→ Required action
Check each line of the material below, and copy it if it holds the string "Keep".
------ Data records
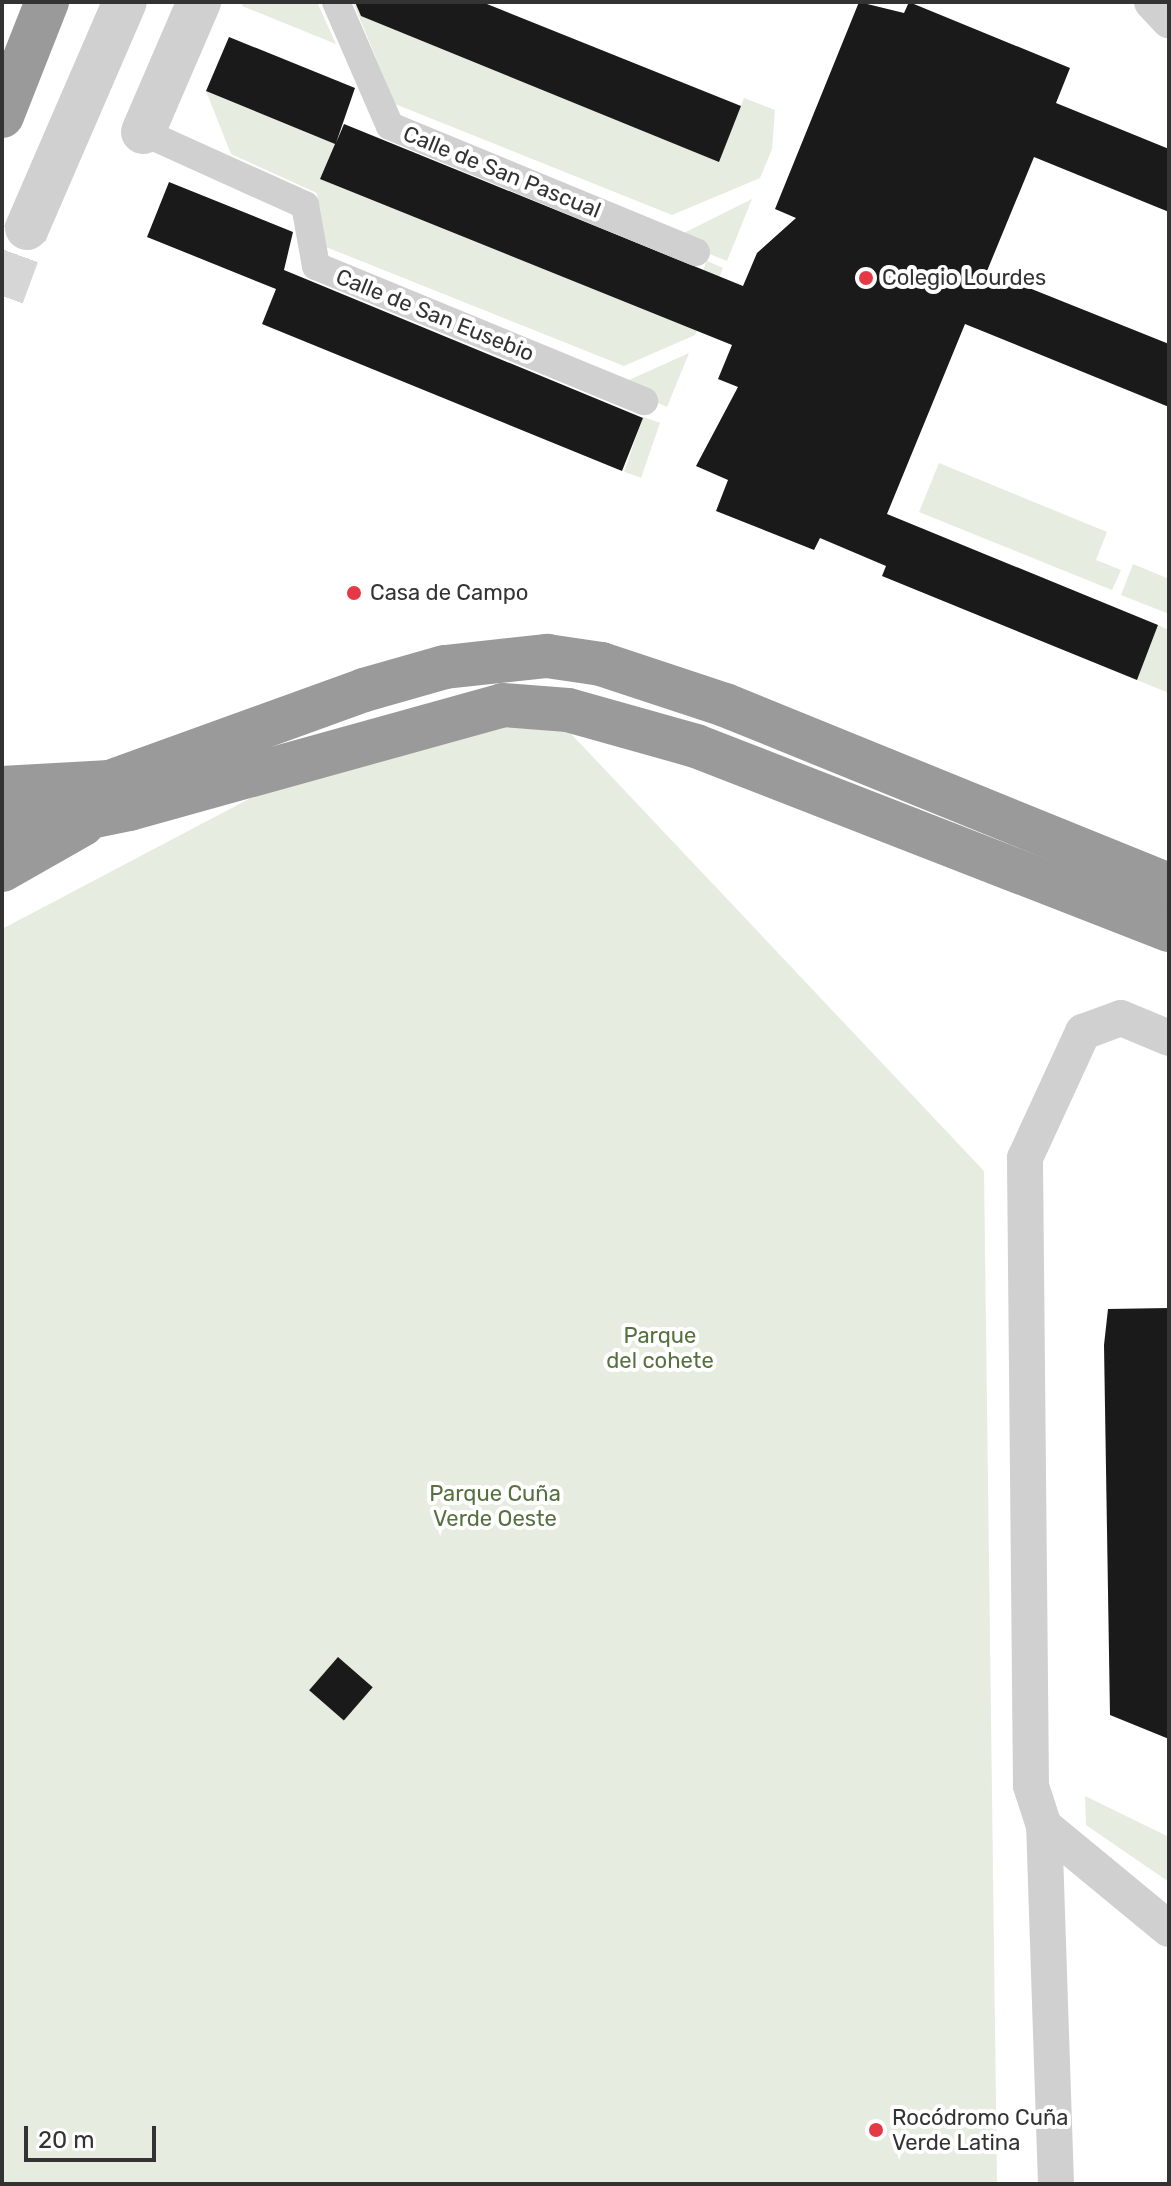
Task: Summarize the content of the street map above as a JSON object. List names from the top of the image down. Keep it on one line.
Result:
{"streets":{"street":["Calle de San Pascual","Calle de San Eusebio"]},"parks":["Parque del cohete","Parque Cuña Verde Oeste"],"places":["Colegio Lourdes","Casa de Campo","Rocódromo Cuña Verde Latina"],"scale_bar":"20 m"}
------------
------ Data records
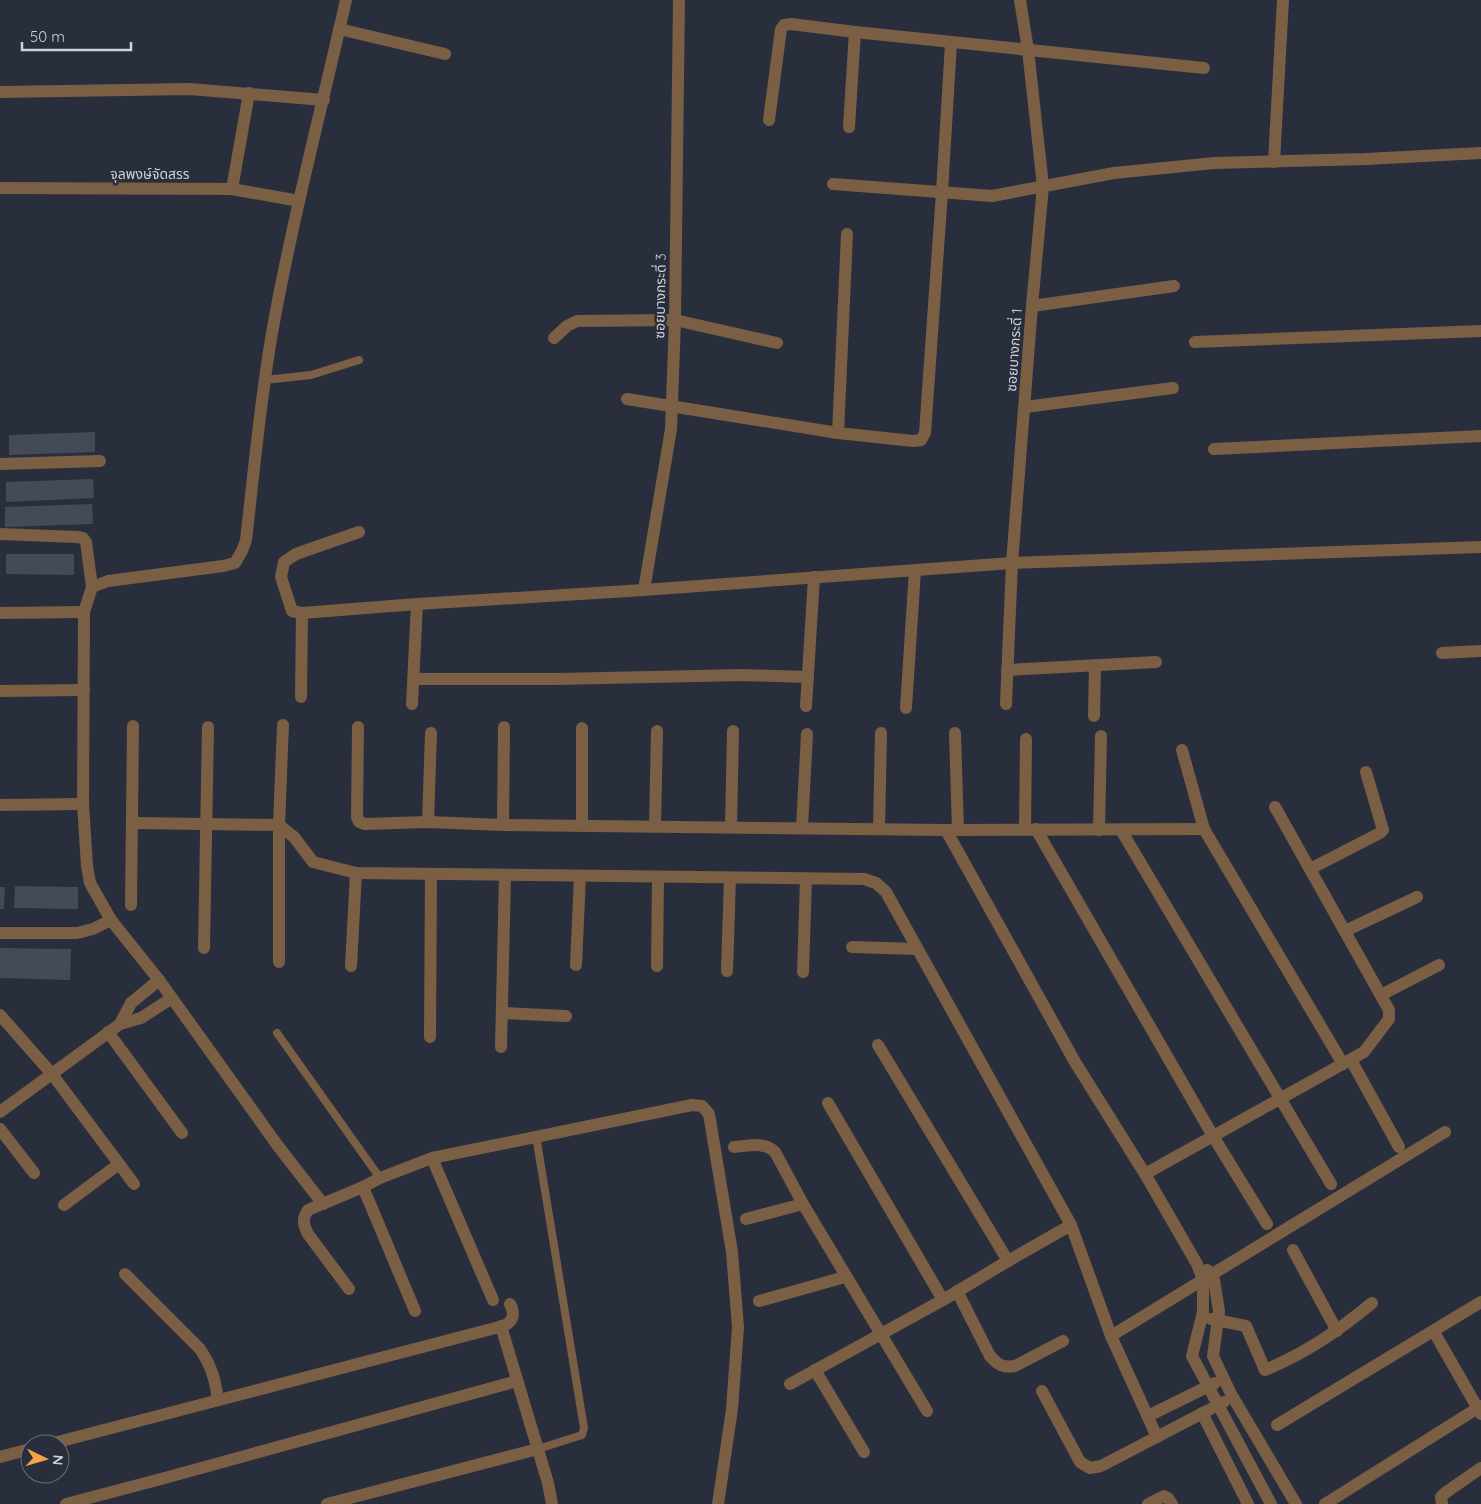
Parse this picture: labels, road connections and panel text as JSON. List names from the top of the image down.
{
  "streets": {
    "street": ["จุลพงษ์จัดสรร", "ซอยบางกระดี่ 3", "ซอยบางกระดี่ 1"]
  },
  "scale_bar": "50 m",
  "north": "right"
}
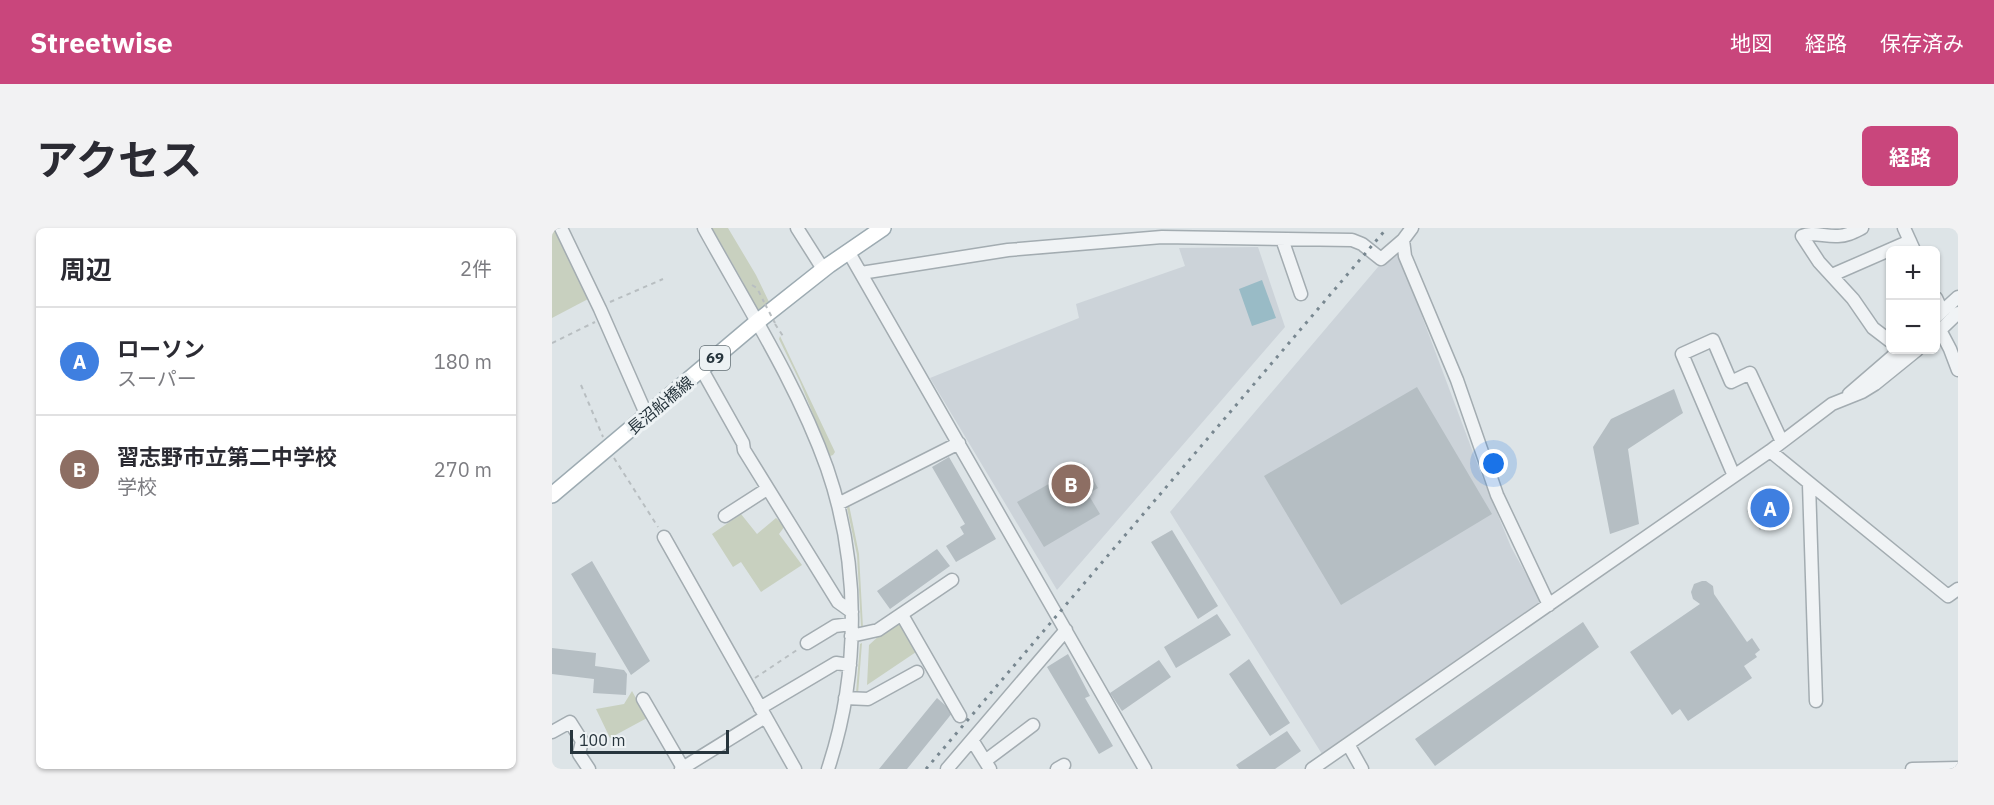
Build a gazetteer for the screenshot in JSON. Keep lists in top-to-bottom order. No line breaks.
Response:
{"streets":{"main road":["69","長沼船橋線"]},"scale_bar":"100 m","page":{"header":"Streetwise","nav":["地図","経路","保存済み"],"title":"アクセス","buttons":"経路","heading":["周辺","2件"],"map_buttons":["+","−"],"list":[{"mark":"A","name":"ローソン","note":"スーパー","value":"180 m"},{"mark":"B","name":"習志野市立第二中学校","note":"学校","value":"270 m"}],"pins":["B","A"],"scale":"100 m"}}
------------
------ Data records
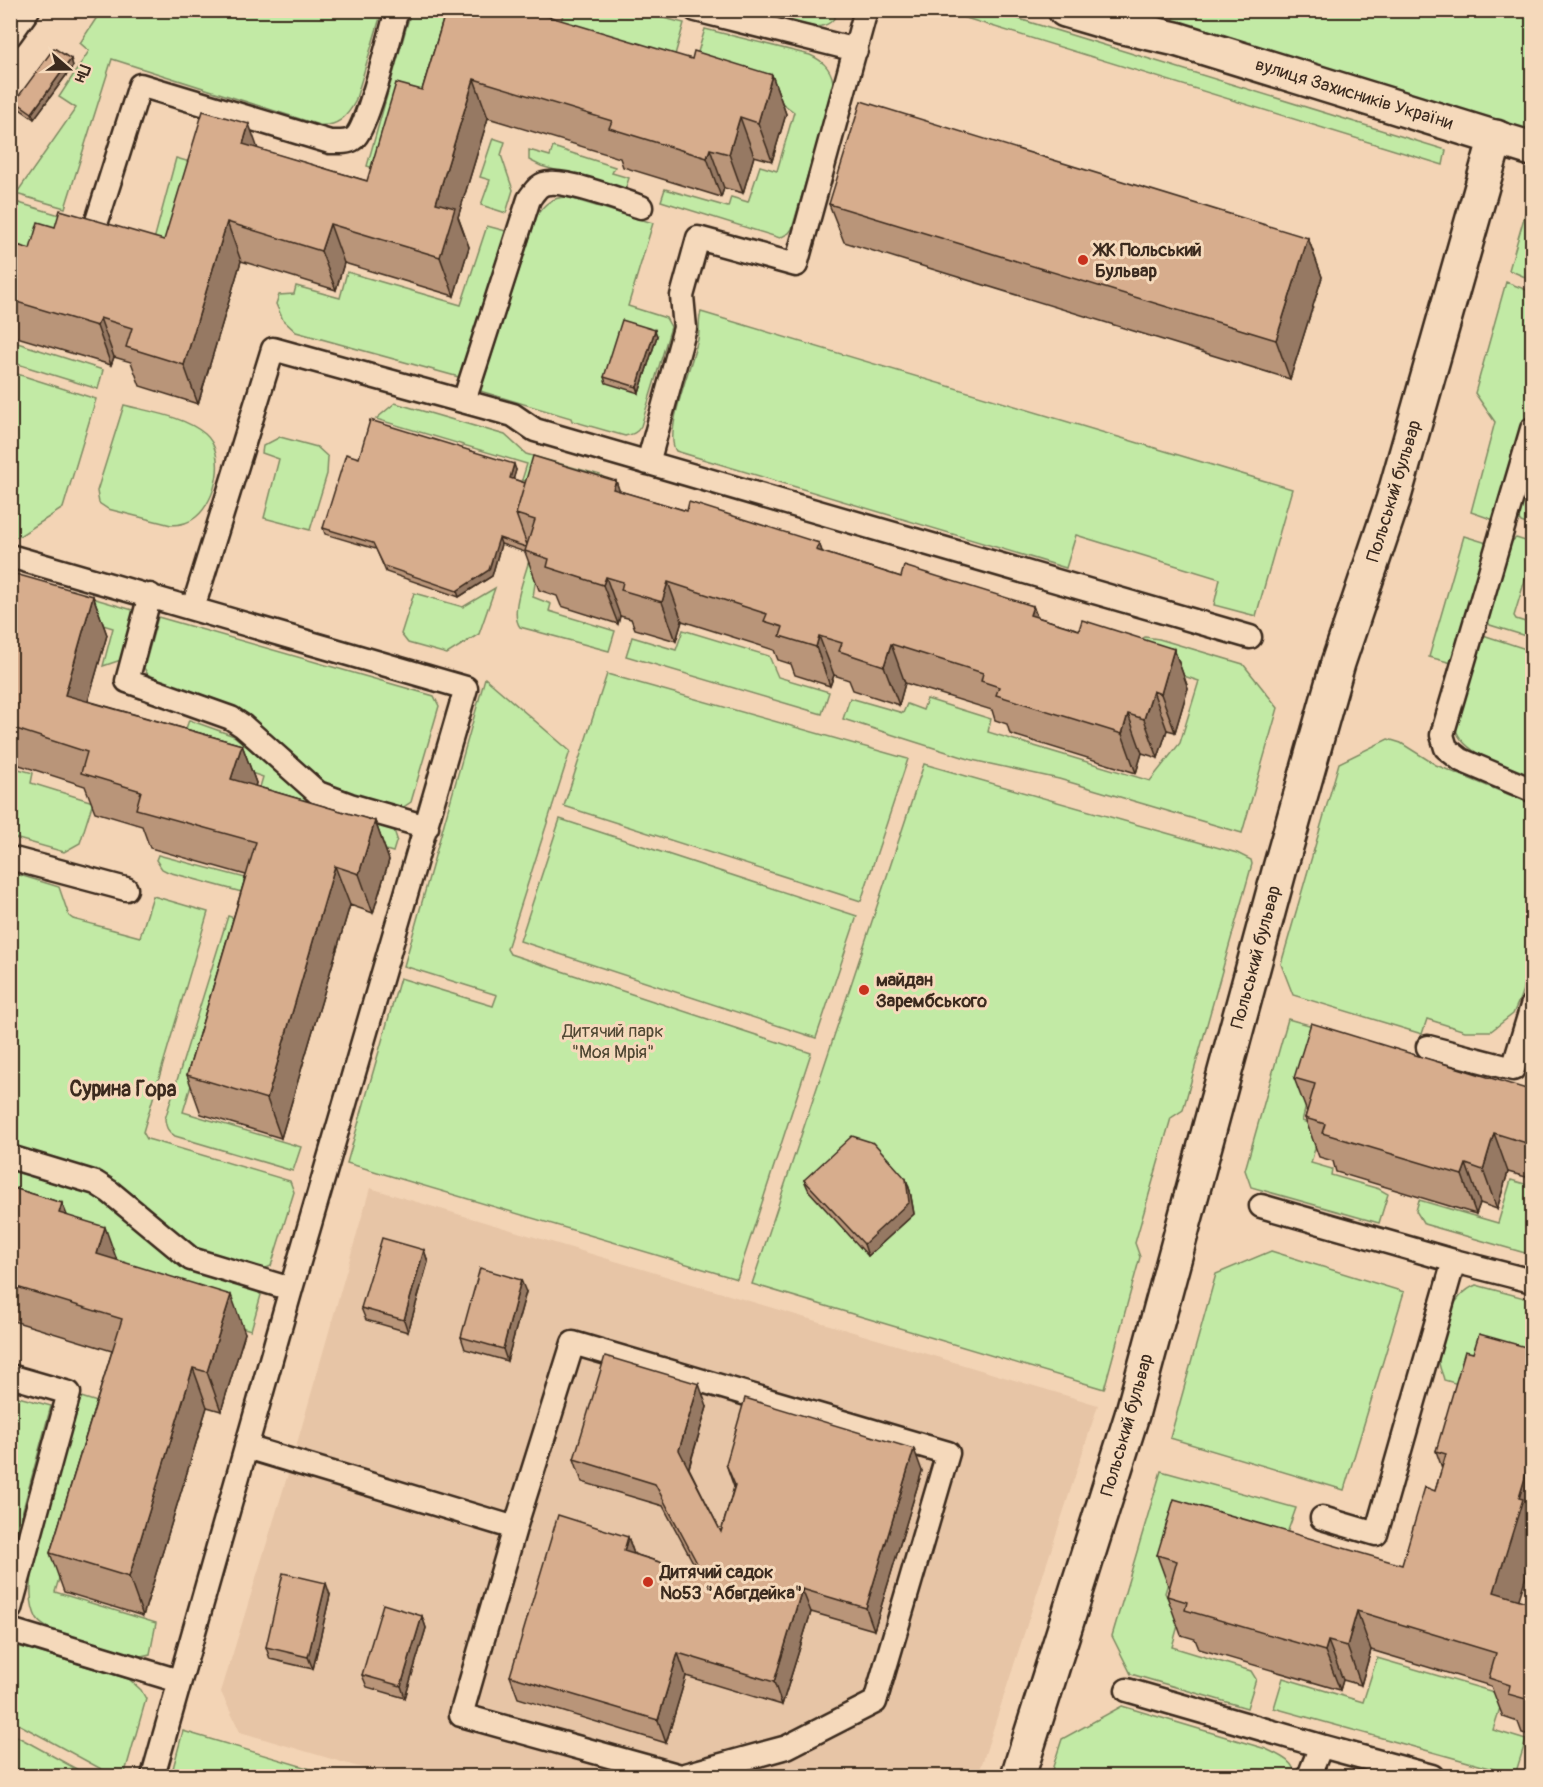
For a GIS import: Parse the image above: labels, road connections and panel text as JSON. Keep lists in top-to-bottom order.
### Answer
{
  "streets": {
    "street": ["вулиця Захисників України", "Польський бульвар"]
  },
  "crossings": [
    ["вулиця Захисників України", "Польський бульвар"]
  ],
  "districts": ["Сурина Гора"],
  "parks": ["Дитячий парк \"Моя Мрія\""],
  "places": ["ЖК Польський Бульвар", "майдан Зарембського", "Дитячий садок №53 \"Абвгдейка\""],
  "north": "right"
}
------------
→ Solution to the exercise
Task: Summarize the content of the street map above as a JSON object. List names from the top of the image down. Keep it on one line.
Build a gazetteer for the screenshot in JSON. Keep lists in top-to-bottom order. No line breaks.
For a GIS import: Parse the image above: labels, road connections and panel text as JSON. Keep lists in top-to-bottom order.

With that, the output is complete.